The problem:
Leave the images out. Give every line below again, precisely.

Recorded data:

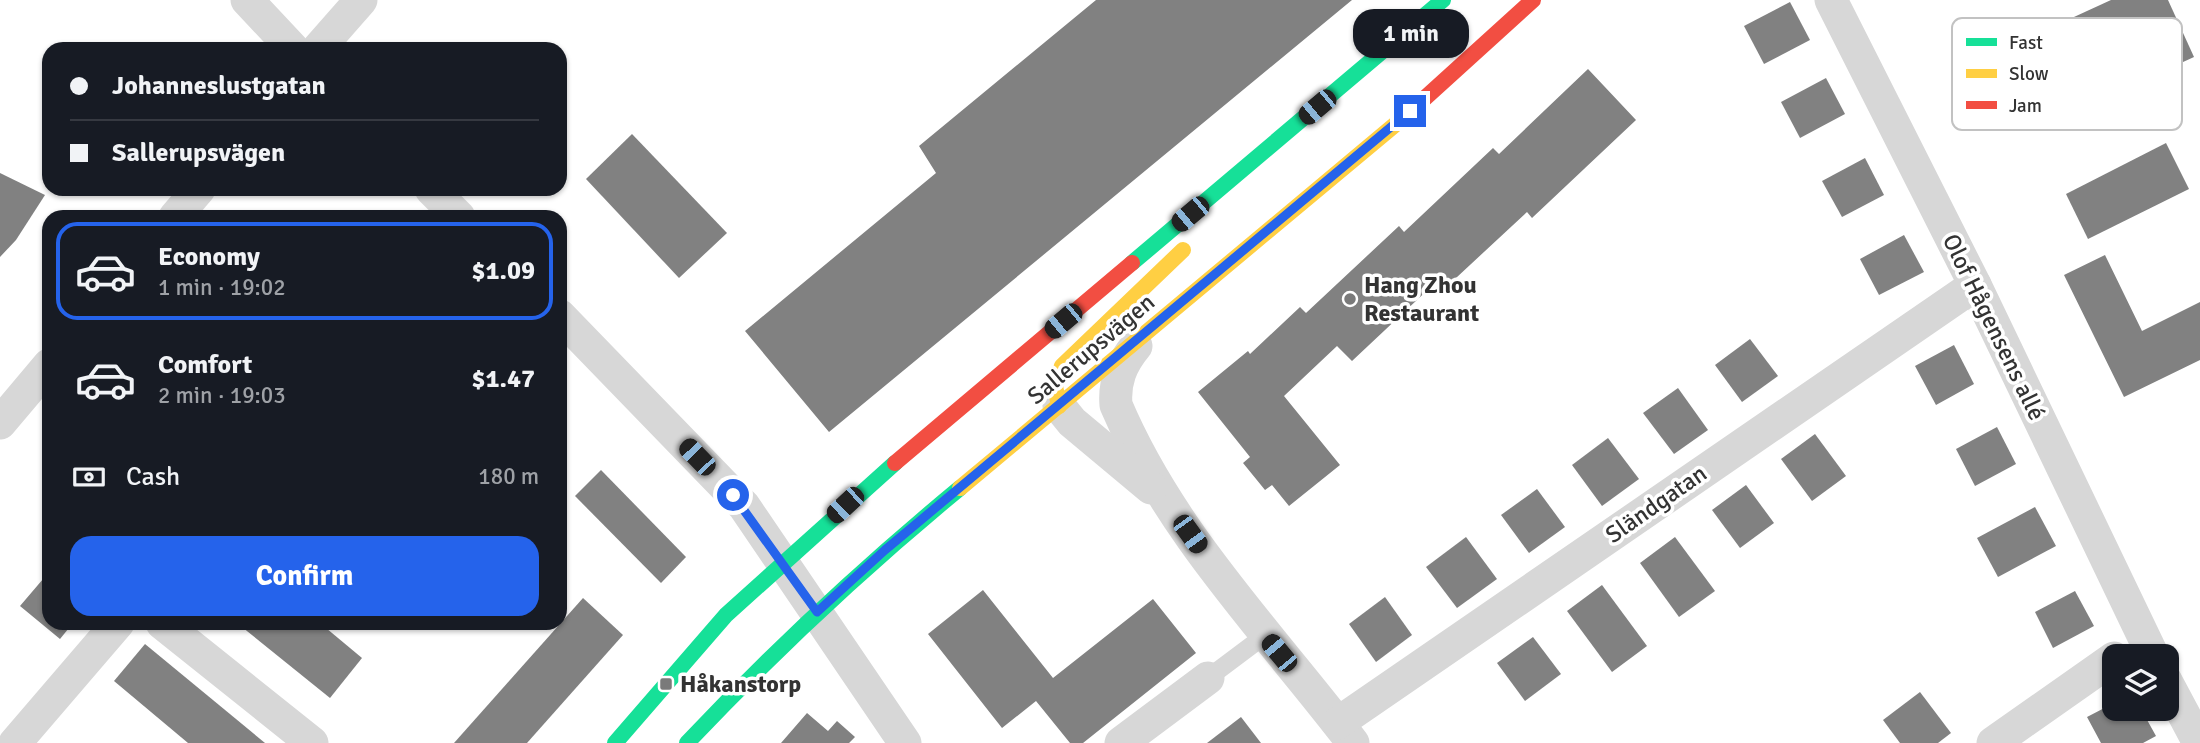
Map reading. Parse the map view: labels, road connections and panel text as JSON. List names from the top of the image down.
{
  "streets": {
    "main road": ["Sallerupsvägen"],
    "street": ["Olof Hågensens allé", "Sländgatan"]
  },
  "crossings": [
    ["Olof Hågensens allé", "Sländgatan"]
  ],
  "places": {
    "other": ["Hang Zhou Restaurant"],
    "transit": ["Håkanstorp"]
  },
  "legend": ["Fast", "Slow", "Jam"],
  "page": {
    "bubble": "1 min",
    "banner": ["Johanneslustgatan", "Sallerupsvägen"],
    "list": [
      {
        "name": "Economy",
        "note": "1 min · 19:02",
        "value": "$1.09"
      },
      {
        "name": "Comfort",
        "note": "2 min · 19:03",
        "value": "$1.47"
      }
    ],
    "pay": ["Cash", "180 m"],
    "buttons": "Confirm"
  }
}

Solved exercise:
Map reading. Parse the map view: labels, road connections and panel text as JSON. List names from the top of the image down.
{
  "streets": {
    "main road": ["Sallerupsvägen"],
    "street": ["Olof Hågensens allé", "Sländgatan"]
  },
  "crossings": [
    ["Olof Hågensens allé", "Sländgatan"]
  ],
  "places": {
    "other": ["Hang Zhou Restaurant"],
    "transit": ["Håkanstorp"]
  },
  "legend": ["Fast", "Slow", "Jam"],
  "page": {
    "bubble": "1 min",
    "banner": ["Johanneslustgatan", "Sallerupsvägen"],
    "list": [
      {
        "name": "Economy",
        "note": "1 min · 19:02",
        "value": "$1.09"
      },
      {
        "name": "Comfort",
        "note": "2 min · 19:03",
        "value": "$1.47"
      }
    ],
    "pay": ["Cash", "180 m"],
    "buttons": "Confirm"
  }
}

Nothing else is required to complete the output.